Collected data
- - - - -
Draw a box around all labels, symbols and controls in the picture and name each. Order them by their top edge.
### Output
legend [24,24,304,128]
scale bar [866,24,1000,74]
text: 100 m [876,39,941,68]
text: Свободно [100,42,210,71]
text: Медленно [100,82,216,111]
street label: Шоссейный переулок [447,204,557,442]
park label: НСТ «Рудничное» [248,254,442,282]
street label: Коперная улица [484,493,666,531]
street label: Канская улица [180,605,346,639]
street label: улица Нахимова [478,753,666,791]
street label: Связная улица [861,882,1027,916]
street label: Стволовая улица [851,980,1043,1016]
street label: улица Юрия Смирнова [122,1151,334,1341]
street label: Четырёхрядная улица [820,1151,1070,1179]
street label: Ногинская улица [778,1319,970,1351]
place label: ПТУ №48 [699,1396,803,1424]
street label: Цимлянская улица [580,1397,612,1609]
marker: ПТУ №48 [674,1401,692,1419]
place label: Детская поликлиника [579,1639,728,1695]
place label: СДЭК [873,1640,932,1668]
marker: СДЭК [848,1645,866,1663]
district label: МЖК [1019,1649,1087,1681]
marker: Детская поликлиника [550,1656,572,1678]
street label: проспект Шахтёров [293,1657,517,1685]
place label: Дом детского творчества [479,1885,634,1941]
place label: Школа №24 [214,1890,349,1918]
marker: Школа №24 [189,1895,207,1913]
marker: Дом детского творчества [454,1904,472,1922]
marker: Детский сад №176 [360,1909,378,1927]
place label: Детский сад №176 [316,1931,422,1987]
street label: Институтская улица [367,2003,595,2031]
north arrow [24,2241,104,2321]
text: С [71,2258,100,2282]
- - - - -
◆ **Task directions**: Return the data exactly, every line included.

◆ **Written response**:
Draw a box around all labels, symbols and controls in the picture and name each. Order them by their top edge.
### Output
legend [24,24,304,128]
scale bar [866,24,1000,74]
text: 100 m [876,39,941,68]
text: Свободно [100,42,210,71]
text: Медленно [100,82,216,111]
street label: Шоссейный переулок [447,204,557,442]
park label: НСТ «Рудничное» [248,254,442,282]
street label: Коперная улица [484,493,666,531]
street label: Канская улица [180,605,346,639]
street label: улица Нахимова [478,753,666,791]
street label: Связная улица [861,882,1027,916]
street label: Стволовая улица [851,980,1043,1016]
street label: улица Юрия Смирнова [122,1151,334,1341]
street label: Четырёхрядная улица [820,1151,1070,1179]
street label: Ногинская улица [778,1319,970,1351]
place label: ПТУ №48 [699,1396,803,1424]
street label: Цимлянская улица [580,1397,612,1609]
marker: ПТУ №48 [674,1401,692,1419]
place label: Детская поликлиника [579,1639,728,1695]
place label: СДЭК [873,1640,932,1668]
marker: СДЭК [848,1645,866,1663]
district label: МЖК [1019,1649,1087,1681]
marker: Детская поликлиника [550,1656,572,1678]
street label: проспект Шахтёров [293,1657,517,1685]
place label: Дом детского творчества [479,1885,634,1941]
place label: Школа №24 [214,1890,349,1918]
marker: Школа №24 [189,1895,207,1913]
marker: Дом детского творчества [454,1904,472,1922]
marker: Детский сад №176 [360,1909,378,1927]
place label: Детский сад №176 [316,1931,422,1987]
street label: Институтская улица [367,2003,595,2031]
north arrow [24,2241,104,2321]
text: С [71,2258,100,2282]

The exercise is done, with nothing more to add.